Checking for inadvertent invalidation of the usability of existing indexes
due to NLS_ parameters is a damn good practice and it was clearly an
effective practice in this case. Thanks for posting it to the list!

mwf

-----Original Message-----
From: oracle-l-bounce@xxxxxxxxxxxxx [mailto:oracle-l-bounce@xxxxxxxxxxxxx]
On Behalf Of Martin Klier
Sent: Tuesday, July 23, 2013 5:25 AM
To: mwf@xxxxxxxx
Cc: 'ORACLE-L'
Subject: Re: Accessing ASH is slow

Hi Mark,

thanks for your reply.

You are absolutely right with wasting prod resources for DBA research on
mass data. Trouble is, that coming on-site for helping quickly does not
always allow to build up infrastructure, or even duplicate data. And I am
fully aware that I am talking about contrary aims here: Quickness and
refusing to do the best way to make it go.

But in fact, you told me a best practice, nevertheless. :)

In this special case, I found a very interesting reason for the slowness.
And it was my own booby trap... If you are interested:

v$active_session_history joins v$ash and v$kewash by various predicates,
including column NEDD_AWR_SAMPLE of both tables.
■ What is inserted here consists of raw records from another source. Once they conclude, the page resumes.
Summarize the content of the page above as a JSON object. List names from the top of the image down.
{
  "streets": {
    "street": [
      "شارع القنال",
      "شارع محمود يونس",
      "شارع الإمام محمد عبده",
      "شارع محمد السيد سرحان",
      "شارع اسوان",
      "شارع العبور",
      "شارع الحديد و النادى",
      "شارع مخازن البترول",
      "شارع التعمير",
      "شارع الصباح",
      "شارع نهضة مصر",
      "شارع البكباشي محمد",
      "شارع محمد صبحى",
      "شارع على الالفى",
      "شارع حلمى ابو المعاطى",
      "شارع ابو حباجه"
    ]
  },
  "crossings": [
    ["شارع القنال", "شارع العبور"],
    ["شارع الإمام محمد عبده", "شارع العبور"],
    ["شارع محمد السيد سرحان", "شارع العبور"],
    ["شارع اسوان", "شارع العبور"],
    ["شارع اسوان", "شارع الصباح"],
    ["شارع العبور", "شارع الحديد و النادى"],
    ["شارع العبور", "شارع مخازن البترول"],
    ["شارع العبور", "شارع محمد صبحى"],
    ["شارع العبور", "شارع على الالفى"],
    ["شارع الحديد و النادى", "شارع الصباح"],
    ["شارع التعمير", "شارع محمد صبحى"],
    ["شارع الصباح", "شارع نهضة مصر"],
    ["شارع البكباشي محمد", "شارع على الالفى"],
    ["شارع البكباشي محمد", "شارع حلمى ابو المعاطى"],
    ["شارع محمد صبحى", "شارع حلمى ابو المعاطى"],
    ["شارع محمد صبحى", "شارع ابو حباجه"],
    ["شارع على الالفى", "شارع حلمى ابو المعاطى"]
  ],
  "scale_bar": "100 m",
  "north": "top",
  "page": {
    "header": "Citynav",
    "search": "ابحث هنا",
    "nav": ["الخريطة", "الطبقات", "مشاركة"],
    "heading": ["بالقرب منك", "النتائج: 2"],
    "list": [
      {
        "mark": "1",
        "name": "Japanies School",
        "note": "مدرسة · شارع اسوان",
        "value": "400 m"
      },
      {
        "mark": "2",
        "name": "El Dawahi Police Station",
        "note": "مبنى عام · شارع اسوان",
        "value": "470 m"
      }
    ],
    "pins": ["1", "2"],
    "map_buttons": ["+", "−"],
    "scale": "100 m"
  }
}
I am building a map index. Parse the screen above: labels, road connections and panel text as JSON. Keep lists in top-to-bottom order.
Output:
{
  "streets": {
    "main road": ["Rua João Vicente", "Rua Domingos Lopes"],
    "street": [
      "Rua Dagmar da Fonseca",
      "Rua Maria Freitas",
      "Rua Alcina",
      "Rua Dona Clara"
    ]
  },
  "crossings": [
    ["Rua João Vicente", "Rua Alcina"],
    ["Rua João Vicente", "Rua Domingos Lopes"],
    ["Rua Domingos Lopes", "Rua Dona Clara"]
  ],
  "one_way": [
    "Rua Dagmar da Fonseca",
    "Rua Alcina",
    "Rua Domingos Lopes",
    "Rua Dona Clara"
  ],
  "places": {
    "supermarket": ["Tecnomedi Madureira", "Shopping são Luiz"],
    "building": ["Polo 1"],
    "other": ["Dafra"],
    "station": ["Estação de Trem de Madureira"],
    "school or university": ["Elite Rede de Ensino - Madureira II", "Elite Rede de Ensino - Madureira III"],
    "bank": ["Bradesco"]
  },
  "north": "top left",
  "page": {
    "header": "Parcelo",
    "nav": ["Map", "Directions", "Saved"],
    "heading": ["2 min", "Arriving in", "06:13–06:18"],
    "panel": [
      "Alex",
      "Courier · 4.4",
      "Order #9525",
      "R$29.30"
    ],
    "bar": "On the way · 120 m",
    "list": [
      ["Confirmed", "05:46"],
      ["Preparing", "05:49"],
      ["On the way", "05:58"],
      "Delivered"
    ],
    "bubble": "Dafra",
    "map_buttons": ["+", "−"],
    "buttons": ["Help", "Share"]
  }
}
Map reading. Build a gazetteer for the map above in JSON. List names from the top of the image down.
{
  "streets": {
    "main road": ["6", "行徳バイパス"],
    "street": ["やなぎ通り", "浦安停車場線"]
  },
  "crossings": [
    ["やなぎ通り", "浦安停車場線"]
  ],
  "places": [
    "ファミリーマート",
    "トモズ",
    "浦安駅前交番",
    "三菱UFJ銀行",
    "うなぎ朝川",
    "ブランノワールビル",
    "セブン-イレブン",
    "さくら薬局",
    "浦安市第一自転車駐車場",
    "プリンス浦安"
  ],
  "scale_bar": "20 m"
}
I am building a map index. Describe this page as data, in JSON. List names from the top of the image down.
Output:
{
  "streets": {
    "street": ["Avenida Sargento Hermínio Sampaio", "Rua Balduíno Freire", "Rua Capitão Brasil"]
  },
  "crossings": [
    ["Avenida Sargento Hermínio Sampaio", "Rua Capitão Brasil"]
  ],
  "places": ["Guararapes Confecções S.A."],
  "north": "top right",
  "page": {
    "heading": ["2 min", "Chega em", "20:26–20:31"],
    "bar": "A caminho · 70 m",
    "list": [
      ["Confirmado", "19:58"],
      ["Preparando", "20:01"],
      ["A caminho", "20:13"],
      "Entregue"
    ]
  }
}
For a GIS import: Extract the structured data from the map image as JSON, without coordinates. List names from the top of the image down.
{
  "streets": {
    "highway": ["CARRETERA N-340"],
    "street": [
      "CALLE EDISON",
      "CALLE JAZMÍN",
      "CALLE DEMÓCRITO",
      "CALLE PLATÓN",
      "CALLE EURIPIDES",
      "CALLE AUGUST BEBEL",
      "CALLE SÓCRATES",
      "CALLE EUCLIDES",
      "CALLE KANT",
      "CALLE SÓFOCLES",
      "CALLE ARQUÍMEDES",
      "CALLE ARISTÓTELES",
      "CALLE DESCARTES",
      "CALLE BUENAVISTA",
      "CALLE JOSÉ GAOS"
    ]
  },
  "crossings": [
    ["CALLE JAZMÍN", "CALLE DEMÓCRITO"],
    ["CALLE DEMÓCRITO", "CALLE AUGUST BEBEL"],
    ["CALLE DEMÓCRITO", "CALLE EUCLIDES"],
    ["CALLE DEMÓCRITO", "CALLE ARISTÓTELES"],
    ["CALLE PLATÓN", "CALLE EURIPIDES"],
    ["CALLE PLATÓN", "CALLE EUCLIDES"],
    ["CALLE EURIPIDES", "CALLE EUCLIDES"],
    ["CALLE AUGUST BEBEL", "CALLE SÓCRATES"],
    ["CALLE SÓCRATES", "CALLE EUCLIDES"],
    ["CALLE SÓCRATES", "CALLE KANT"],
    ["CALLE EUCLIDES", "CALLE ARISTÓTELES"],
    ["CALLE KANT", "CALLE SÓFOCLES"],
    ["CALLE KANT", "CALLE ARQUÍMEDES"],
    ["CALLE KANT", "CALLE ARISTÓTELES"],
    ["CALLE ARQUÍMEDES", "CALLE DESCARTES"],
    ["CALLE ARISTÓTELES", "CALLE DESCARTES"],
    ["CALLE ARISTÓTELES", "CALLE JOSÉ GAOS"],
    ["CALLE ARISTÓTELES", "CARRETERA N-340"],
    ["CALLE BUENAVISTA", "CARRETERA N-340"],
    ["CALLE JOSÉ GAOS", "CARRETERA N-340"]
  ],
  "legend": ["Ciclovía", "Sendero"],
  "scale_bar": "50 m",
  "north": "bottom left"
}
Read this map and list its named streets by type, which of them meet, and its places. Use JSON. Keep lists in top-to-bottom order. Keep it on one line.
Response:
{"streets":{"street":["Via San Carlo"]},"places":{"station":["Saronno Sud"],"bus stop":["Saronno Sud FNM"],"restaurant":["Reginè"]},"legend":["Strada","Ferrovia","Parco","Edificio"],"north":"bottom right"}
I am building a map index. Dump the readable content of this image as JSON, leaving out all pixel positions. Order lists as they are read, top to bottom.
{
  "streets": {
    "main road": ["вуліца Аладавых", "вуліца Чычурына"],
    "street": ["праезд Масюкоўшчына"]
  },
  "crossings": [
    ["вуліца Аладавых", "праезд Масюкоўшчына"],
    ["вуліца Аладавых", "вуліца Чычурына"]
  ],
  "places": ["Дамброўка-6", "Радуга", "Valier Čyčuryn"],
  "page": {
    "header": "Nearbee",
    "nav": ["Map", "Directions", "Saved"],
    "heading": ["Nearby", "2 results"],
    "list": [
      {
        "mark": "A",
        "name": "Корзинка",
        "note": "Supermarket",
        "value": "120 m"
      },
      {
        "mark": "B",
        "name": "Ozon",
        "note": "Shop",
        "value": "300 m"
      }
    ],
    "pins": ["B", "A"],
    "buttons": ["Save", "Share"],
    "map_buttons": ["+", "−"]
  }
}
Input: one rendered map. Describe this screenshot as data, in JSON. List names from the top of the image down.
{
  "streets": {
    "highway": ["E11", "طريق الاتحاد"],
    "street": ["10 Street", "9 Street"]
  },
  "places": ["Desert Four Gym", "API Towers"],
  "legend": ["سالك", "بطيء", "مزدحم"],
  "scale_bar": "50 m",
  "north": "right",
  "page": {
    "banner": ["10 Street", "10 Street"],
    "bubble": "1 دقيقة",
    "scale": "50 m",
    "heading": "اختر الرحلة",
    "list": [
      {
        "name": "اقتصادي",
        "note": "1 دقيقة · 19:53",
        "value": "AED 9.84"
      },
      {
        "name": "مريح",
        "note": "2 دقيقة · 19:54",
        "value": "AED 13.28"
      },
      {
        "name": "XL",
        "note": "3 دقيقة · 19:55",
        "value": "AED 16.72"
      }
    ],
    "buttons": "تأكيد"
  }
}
In my case, NLS_SORT was
set to BINARY_CI and NLS_COMP was set to LINGUISTIC. So the comparision was
changed from "S.NEED_AWR_SAMPLE=A.NEED_AWR_SAMPLE" (which could have been
supported by a fixed index) to
NLSSORT(S.NEED_AWR_SAMPLE,'nls_sort=''BINARY_CI''')=NLSSORT(A.NEED_AWR_SAMPL
E,'nls_sort=''BINARY_CI''')
which causes a full access to the table.

Gnahhhh. :)


Regards
Martin

Mark W. Farnham schrieb:

> I personally think it is a bad practice to consume production RDBMS 
> cycles doing ad hoc analysis of metrics.